┌─ DATA SHOWN
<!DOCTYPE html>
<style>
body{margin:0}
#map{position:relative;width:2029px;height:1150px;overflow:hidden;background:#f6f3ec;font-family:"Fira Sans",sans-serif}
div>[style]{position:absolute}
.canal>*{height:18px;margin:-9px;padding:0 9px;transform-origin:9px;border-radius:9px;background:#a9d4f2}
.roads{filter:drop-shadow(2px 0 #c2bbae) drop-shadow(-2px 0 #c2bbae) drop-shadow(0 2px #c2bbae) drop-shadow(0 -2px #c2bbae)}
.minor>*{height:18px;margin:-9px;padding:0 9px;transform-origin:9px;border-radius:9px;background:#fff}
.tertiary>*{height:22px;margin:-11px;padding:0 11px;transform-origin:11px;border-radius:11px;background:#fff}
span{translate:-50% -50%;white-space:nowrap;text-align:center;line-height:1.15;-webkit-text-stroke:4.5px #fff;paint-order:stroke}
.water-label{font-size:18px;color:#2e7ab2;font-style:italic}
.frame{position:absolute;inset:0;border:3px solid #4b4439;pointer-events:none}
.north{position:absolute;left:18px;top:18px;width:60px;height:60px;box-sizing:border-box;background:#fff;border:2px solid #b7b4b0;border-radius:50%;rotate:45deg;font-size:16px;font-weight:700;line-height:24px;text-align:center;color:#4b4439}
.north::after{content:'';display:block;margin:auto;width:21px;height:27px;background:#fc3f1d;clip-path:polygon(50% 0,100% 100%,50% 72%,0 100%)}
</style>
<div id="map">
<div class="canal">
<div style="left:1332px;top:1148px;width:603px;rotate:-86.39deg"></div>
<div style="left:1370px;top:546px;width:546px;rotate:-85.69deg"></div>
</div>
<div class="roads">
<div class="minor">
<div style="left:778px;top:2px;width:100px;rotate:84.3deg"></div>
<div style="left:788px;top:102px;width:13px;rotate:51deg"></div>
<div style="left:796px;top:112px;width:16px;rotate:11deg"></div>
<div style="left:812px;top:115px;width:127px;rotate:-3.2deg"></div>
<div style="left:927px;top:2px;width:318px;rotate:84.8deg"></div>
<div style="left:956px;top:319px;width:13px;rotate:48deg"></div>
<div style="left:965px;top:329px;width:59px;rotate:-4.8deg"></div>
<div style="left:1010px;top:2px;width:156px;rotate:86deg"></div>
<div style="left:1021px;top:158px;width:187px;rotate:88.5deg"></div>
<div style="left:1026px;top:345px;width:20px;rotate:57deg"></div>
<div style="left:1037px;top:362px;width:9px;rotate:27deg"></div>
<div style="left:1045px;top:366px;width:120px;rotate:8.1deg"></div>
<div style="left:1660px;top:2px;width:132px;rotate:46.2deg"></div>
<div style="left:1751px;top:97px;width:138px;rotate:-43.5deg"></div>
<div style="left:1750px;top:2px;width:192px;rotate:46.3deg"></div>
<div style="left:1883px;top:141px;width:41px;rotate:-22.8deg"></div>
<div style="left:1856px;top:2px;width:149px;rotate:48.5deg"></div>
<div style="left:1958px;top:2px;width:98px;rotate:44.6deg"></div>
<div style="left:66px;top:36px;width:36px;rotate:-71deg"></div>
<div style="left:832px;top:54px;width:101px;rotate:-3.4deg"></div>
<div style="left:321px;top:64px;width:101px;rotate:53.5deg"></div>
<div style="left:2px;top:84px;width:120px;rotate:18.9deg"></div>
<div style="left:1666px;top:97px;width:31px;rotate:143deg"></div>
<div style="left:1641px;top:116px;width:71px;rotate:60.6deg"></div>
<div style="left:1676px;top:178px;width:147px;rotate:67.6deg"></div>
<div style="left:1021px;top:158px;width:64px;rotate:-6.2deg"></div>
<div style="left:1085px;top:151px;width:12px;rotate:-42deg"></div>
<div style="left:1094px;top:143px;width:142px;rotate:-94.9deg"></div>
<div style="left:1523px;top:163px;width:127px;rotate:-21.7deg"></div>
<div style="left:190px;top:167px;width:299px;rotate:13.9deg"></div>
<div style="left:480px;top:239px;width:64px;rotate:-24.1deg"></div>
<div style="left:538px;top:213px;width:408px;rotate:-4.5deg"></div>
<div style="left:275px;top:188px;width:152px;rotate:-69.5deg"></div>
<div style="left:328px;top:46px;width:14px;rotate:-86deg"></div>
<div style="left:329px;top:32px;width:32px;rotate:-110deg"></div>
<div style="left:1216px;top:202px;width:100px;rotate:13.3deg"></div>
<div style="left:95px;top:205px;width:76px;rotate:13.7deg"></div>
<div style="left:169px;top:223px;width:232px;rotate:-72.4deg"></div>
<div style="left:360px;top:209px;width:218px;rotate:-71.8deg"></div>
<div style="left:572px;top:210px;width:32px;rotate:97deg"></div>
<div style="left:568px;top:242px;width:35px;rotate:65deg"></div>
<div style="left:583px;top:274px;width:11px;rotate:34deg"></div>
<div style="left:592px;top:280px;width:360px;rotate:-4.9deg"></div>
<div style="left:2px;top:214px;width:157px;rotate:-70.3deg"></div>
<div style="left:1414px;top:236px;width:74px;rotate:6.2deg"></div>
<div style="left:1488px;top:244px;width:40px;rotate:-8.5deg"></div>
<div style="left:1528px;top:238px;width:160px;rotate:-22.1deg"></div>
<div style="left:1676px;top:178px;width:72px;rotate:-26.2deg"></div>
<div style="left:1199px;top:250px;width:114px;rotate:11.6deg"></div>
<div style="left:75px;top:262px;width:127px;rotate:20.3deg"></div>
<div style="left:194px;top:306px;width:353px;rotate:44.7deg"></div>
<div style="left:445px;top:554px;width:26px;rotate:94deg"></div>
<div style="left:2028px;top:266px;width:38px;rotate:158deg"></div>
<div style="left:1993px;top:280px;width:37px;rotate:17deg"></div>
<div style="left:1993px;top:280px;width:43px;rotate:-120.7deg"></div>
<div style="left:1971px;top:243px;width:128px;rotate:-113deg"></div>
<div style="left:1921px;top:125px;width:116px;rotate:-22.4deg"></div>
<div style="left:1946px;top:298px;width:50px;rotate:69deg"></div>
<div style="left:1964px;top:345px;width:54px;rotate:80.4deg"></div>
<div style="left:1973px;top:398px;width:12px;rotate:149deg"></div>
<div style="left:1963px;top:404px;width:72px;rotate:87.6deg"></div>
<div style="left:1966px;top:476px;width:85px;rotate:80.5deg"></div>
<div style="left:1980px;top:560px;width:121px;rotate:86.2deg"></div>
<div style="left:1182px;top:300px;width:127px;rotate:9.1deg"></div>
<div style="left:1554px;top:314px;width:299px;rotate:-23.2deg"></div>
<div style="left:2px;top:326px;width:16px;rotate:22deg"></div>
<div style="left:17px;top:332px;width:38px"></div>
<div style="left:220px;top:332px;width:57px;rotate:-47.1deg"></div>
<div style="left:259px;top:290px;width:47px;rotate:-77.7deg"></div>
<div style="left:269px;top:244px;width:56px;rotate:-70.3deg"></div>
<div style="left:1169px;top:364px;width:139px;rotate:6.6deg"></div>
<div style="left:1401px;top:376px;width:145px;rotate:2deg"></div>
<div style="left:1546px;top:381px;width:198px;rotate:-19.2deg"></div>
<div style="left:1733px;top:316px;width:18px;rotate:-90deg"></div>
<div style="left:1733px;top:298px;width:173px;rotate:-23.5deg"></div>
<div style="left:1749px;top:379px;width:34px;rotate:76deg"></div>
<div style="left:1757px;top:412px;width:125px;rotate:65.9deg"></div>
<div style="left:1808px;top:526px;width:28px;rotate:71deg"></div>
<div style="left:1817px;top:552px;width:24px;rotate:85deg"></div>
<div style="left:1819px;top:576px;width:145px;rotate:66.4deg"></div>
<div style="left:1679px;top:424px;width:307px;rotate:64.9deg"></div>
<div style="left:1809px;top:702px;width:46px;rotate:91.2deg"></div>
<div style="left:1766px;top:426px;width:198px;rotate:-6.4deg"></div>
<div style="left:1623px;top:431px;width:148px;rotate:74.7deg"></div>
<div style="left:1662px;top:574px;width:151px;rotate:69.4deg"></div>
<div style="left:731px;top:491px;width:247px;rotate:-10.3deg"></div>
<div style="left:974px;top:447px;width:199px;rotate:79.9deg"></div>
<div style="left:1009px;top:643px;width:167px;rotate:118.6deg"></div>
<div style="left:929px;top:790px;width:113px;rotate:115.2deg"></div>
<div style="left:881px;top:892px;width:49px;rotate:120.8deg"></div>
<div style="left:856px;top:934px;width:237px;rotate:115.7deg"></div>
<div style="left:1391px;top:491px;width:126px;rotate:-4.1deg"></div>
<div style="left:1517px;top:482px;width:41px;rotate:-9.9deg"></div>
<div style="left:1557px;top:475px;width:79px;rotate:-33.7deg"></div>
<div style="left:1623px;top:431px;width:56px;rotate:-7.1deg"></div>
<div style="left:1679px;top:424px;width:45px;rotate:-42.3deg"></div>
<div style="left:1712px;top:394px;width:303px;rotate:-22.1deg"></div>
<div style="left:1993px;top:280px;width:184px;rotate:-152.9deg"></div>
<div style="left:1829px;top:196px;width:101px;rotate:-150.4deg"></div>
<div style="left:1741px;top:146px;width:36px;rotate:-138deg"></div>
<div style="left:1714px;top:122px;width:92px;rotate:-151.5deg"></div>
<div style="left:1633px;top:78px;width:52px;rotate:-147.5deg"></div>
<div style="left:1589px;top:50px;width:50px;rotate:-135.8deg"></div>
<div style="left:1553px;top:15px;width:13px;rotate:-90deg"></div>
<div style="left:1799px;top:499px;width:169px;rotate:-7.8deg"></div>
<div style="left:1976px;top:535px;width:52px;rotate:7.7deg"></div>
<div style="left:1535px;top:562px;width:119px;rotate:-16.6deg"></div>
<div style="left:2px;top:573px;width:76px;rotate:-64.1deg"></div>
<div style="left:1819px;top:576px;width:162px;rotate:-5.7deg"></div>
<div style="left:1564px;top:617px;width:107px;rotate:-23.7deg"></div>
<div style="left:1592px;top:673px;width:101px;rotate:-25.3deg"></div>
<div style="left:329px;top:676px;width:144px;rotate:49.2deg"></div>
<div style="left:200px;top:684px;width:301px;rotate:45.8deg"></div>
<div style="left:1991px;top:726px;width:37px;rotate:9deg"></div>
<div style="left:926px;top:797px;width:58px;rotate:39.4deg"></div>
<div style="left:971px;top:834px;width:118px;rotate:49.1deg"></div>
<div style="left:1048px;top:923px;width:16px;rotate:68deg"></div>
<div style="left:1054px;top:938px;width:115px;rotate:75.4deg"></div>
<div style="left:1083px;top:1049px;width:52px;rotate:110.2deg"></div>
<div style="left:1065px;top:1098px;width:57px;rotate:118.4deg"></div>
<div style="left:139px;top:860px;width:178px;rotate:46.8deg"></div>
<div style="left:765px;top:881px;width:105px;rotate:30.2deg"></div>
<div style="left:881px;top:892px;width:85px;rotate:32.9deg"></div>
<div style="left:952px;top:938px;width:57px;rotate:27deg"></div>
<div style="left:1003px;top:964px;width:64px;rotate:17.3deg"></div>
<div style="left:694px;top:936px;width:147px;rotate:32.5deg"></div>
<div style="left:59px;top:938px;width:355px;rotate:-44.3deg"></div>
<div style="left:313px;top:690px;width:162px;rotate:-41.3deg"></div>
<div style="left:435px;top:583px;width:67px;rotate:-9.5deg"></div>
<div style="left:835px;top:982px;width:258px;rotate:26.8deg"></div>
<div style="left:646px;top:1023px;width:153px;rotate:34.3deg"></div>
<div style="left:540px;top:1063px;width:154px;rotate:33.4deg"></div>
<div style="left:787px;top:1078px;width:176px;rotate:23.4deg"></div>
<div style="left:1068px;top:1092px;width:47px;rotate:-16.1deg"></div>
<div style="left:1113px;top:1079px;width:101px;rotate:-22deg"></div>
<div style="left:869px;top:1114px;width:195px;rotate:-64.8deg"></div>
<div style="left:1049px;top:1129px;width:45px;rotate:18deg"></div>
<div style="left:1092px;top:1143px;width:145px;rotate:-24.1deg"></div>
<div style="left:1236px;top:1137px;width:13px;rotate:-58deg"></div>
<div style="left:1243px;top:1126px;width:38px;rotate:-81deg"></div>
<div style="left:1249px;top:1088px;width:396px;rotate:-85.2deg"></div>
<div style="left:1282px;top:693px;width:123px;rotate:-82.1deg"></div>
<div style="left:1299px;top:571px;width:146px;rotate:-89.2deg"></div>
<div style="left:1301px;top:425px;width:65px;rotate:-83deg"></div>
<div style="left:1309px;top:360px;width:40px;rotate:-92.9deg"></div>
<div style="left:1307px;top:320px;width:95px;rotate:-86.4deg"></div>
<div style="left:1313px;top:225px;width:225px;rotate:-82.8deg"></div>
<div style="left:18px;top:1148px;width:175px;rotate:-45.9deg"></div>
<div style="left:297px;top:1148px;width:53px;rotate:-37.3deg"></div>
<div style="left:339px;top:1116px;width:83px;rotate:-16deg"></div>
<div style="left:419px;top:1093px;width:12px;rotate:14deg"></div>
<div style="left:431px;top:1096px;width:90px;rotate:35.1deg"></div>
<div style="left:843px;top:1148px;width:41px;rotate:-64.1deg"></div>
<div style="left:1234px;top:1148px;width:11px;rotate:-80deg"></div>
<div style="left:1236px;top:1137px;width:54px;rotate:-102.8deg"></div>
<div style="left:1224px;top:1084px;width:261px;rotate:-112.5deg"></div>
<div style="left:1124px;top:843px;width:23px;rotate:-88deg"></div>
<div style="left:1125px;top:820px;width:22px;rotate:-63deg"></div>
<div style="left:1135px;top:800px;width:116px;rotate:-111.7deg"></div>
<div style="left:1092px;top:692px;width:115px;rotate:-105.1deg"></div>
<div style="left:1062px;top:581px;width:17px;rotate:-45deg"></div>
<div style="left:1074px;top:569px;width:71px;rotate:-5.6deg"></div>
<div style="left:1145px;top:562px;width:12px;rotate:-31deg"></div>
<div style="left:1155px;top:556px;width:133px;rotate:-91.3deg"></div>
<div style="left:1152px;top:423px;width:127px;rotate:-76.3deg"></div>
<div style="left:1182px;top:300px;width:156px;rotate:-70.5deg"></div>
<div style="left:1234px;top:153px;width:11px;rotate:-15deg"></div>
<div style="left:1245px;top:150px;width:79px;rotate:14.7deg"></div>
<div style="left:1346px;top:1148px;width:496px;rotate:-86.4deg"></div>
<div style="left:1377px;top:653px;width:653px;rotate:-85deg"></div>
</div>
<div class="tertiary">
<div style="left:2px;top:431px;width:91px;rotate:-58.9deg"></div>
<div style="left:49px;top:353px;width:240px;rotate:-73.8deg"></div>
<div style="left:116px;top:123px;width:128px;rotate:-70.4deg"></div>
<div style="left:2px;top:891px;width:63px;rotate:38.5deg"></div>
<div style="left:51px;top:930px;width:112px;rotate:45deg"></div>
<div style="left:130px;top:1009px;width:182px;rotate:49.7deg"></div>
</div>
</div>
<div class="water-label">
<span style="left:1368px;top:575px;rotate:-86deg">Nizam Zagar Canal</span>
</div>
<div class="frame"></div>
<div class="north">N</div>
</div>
└─
→ DESCRIPTION OF THE TASK
The lines from the beginning of the records through the line containing "0 #c2bbae) drop-shadow(-2px" should be reproduced exactly. Include nothing else.

→ WRITTEN ANSWER
<!DOCTYPE html>
<style>
body{margin:0}
#map{position:relative;width:2029px;height:1150px;overflow:hidden;background:#f6f3ec;font-family:"Fira Sans",sans-serif}
div>[style]{position:absolute}
.canal>*{height:18px;margin:-9px;padding:0 9px;transform-origin:9px;border-radius:9px;background:#a9d4f2}
.roads{filter:drop-shadow(2px 0 #c2bbae) drop-shadow(-2px 0 #c2bbae) drop-shadow(0 2px #c2bbae) drop-shadow(0 -2px #c2bbae)}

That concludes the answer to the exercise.